Beat Breakdown #2: Nightcrawler

In this installment of the Beat Breakdown we’ll be taking a look at the 2014 neo-noir crime thriller Nightcrawler, written and directed by Dan Gilroy. The film was nominated for the Oscar for Best Original Screenplay at the 87th Academy Awards.

nightcrawler-poster


To view a .pdf of the screenplay, click here.

PLOT SYNOPSIS

The story follows mysterious loner (and psycho) Lou Bloom as he skulks around Los Angeles in search of gainful employment. With the often reluctant help of world-weary station manager Nina, Lou begins skulking with a purpose as he embarks on an ignoble crusade to capture LA’s most shocking crimes on camera. Lou takes to his new position as a “nightcrawler” with admirable zeal, but is Lou driven by good old professional integrity, or perhaps something infinitely more sinister?

INCITING INCIDENT

(Pages 6-12) The film begins with a bit of exposition, introducing us to Jake Gyllenhaal’s Lou Bloom, our wiry-looking protagonist with a superficial smile and unnerving presence.
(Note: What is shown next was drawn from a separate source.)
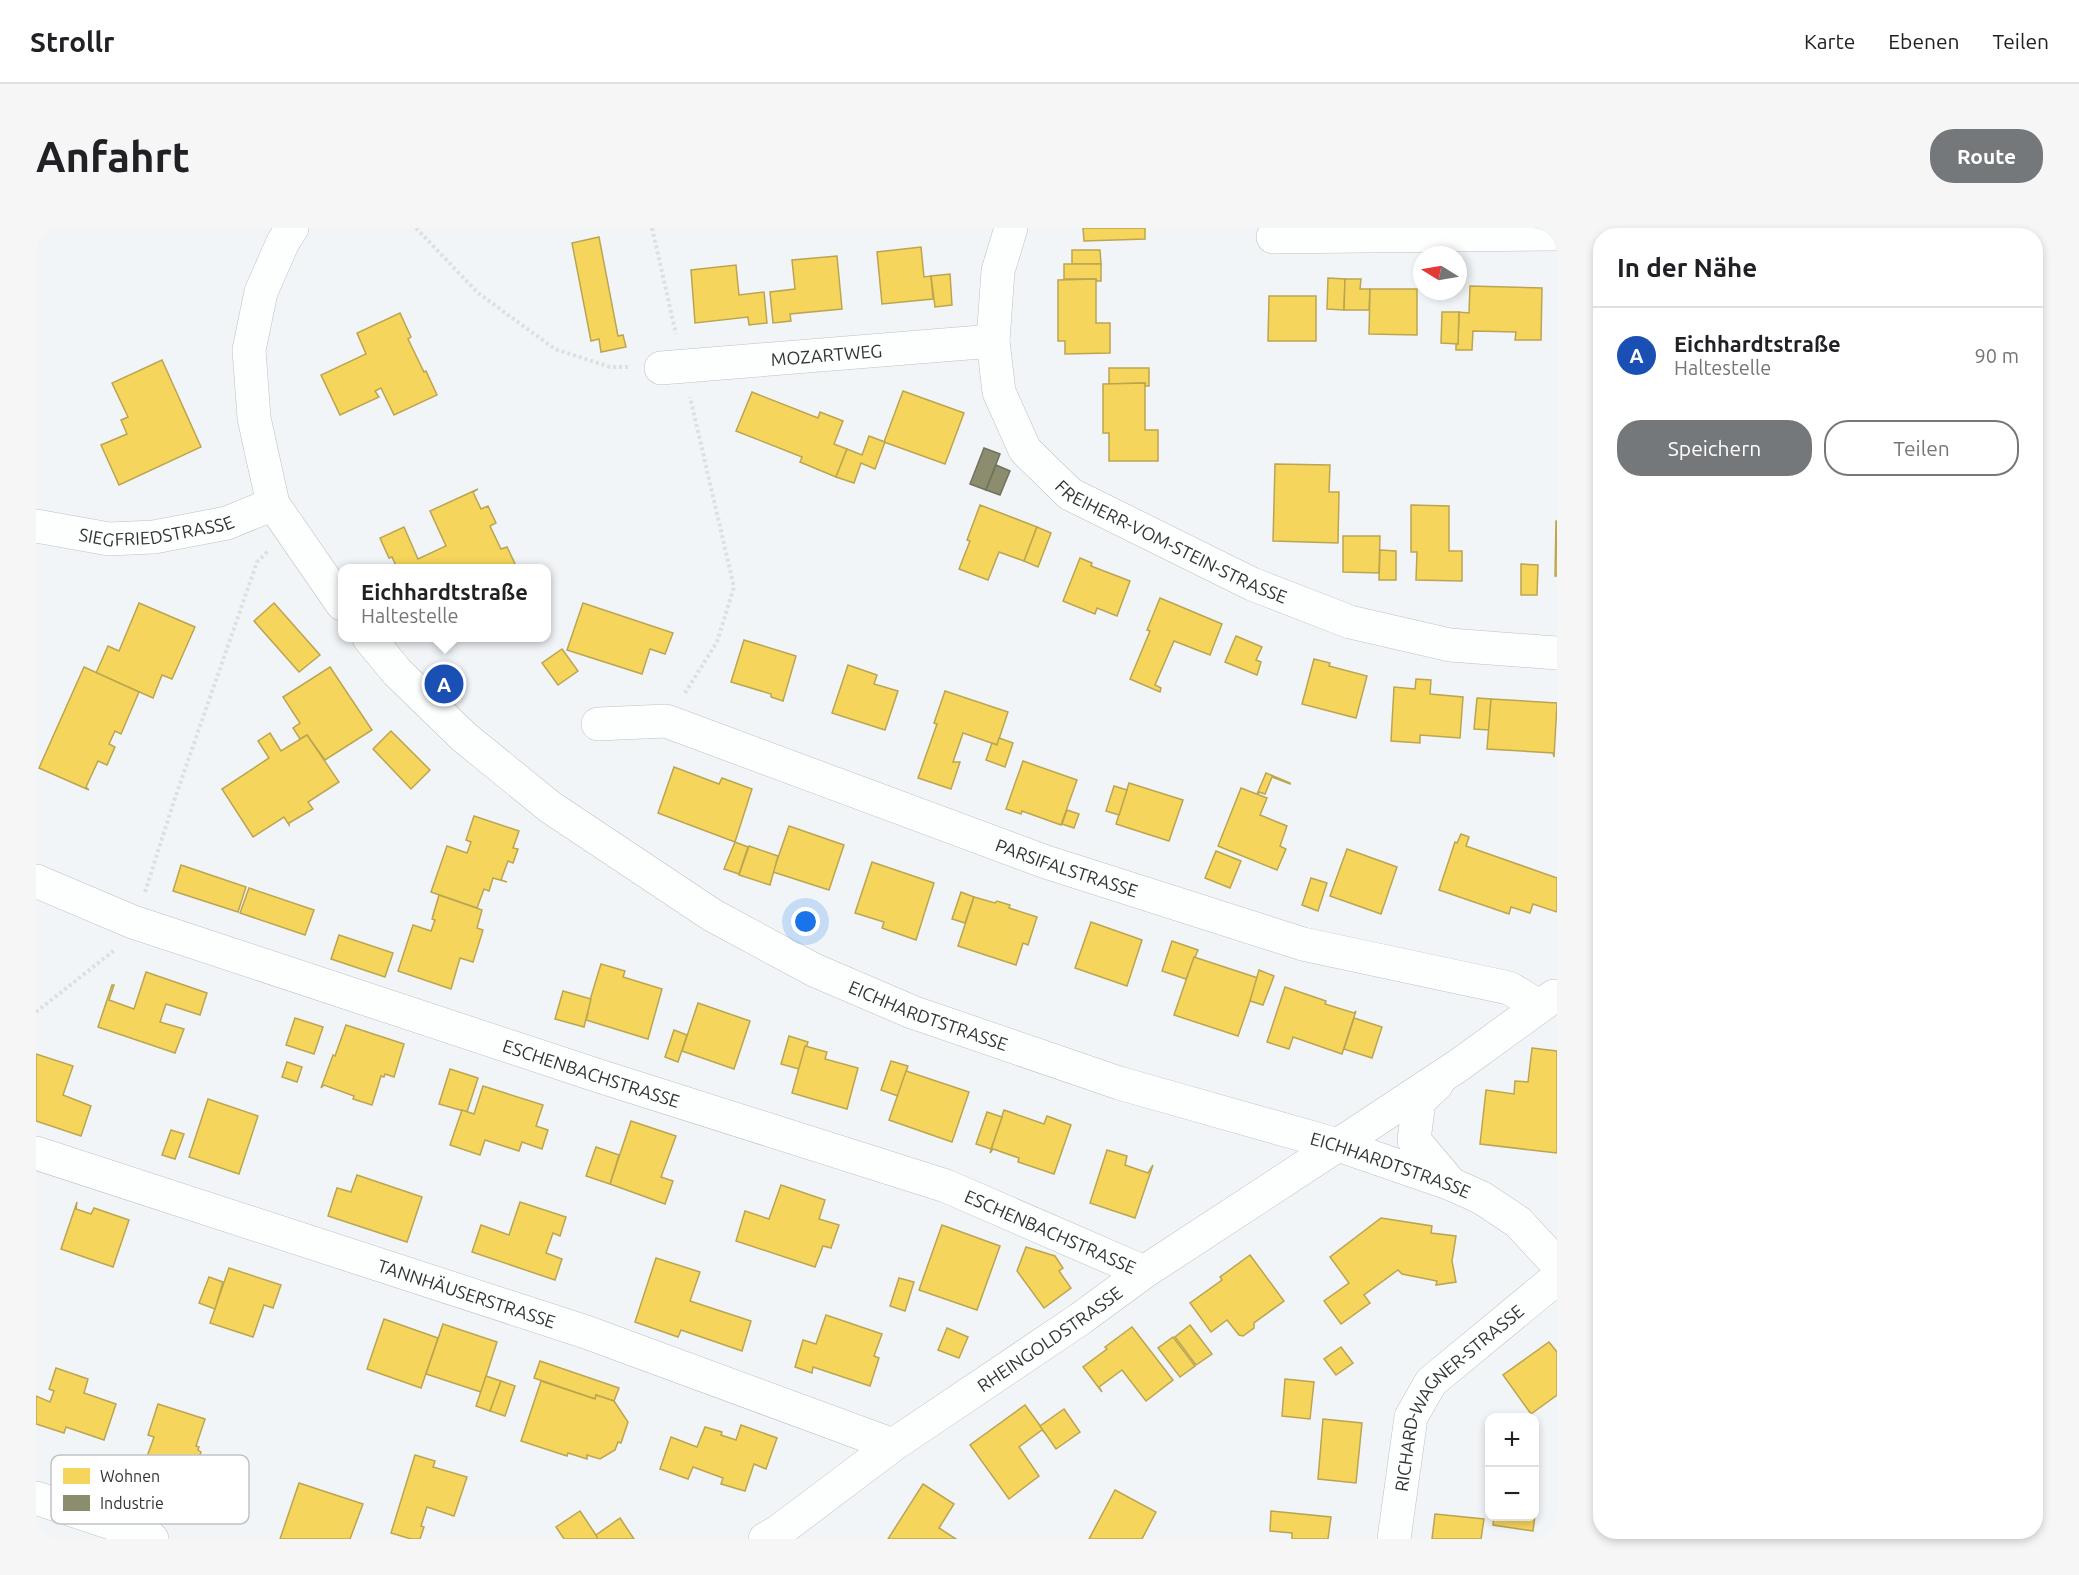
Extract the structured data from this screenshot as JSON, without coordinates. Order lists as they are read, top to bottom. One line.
{"streets":{"street":["MOZARTWEG","SIEGFRIEDSTRASSE","FREIHERR-VOM-STEIN-STRASSE","PARSIFALSTRASSE","EICHHARDTSTRASSE","ESCHENBACHSTRASSE","TANNHÄUSERSTRASSE","RHEINGOLDSTRASSE","RICHARD-WAGNER-STRASSE"]},"crossings":[["MOZARTWEG","FREIHERR-VOM-STEIN-STRASSE"],["EICHHARDTSTRASSE","RHEINGOLDSTRASSE"],["ESCHENBACHSTRASSE","RHEINGOLDSTRASSE"],["TANNHÄUSERSTRASSE","RHEINGOLDSTRASSE"]],"legend":["Wohnen","Industrie"],"north":"left","page":{"header":"Strollr","nav":["Karte","Ebenen","Teilen"],"buttons":["Route",["Speichern","Teilen"]],"title":"Anfahrt","heading":"In der Nähe","list":[{"mark":"A","name":"Eichhardtstraße","note":"Haltestelle","value":"90 m"}],"popup":["Eichhardtstraße","Haltestelle"],"pins":"A","map_buttons":["+","−"]}}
As Lou cruises around LA one fateful evening, he happens upon a grizzly scene involving two police officers pulling an unconscious woman from a blazing car. As Lou gapes at the scene, spellbound by the flashing lights and shattered glass, a news van screeches to a halt, depositing a hassled cameraman who immediately begins filming the wreckage. Lou, still enraptured by the profane pageantry a day later, idly sits at home flipping through daytime news channels. Suddenly he stops, frozen, as a report of the wreck from the night before flashes across the screen. We can practically see the infernal cogs inside Lou’s head begin to turn, as the seed of turmoil takes root.

PLOT POINT ONE

(Pages 17-23) So the seed of turmoil has grown into a shrubbery of mischief as Lou acquires the camcorder and police scanner that are the staples of nightcrawling. Gardening metaphors aside, Lou’s luck eventually turns when he manages to get an unrestricted, close-up shot of a shooting victim, complete with graphic brain-chunks a reasonably-sized pool of blood. Naturally, this kind of footage is just what the KSML-TV News crew is looking for. In short order, Lou makes the acquaintance of the station manager, played by Rene Russo, who cuts him a check for his work. Rene encourages Lou to continue his nightcrawling, and offers him this piece of advice: “…to capture what we air, think of our newscast as a screaming woman running down the street with her throat cut.”

MIDPOINT

(Pages 46-49) To punctuate Lou’s meteoric rise in the world of nightcrawling, Nina when they meet for dinner at Cabanita—which has been called an authentic taste of Mexico City. Nina’s pretensions are shattered, however, when Lou reveals the sociopathic tendencies hiding behind his facade of wholesome professionalism. Lou effectively blackmails Nina into engaging in a romantic relationship, despite her protestations and, in the process, sheds more light on his motivations and goals. In Lou’s own words, he “wants to be the guy who owns the station that owns the camera.” All that’s left for the audience to do is wait for the volatile mixture of complete ethical bankruptcy and psychotic single-minded ambition to come to a head—in assuredly spectacular fashion.

PLOT POINT TWO

(Pages 60-70) It’s business as usual for Lou, who’s taken on a new employee in an effort to minimize his effectiveness while on the job. With Lou now firmly entrenched in the administrative culture of KSML, he’s got find a story worth reporting, lest he lose his position of power over Nina. While pursuing a possible story late one night, Lou picks up another conveniently located crime on the police scanner. Without a moment to lose, he hightails it to the scene, arrive even before the police. Abandoning even the pretense of journalistic integrity, Lou enters the scene to find a murdered family, quickly and efficiently recording the whole thing, naturally. Racing back to KSML to sell the story, Lou promises Nina that the story isn’t over, and that she can expect the follow-up to boost the tin-pot station’s ratings to unprecedented levels. Unbeknownst to Nina, Lou secretly captured the license plate of the perpetrator’s car, meaning that he alone knows where to find the suspects, and subsequently that he alone can break the story.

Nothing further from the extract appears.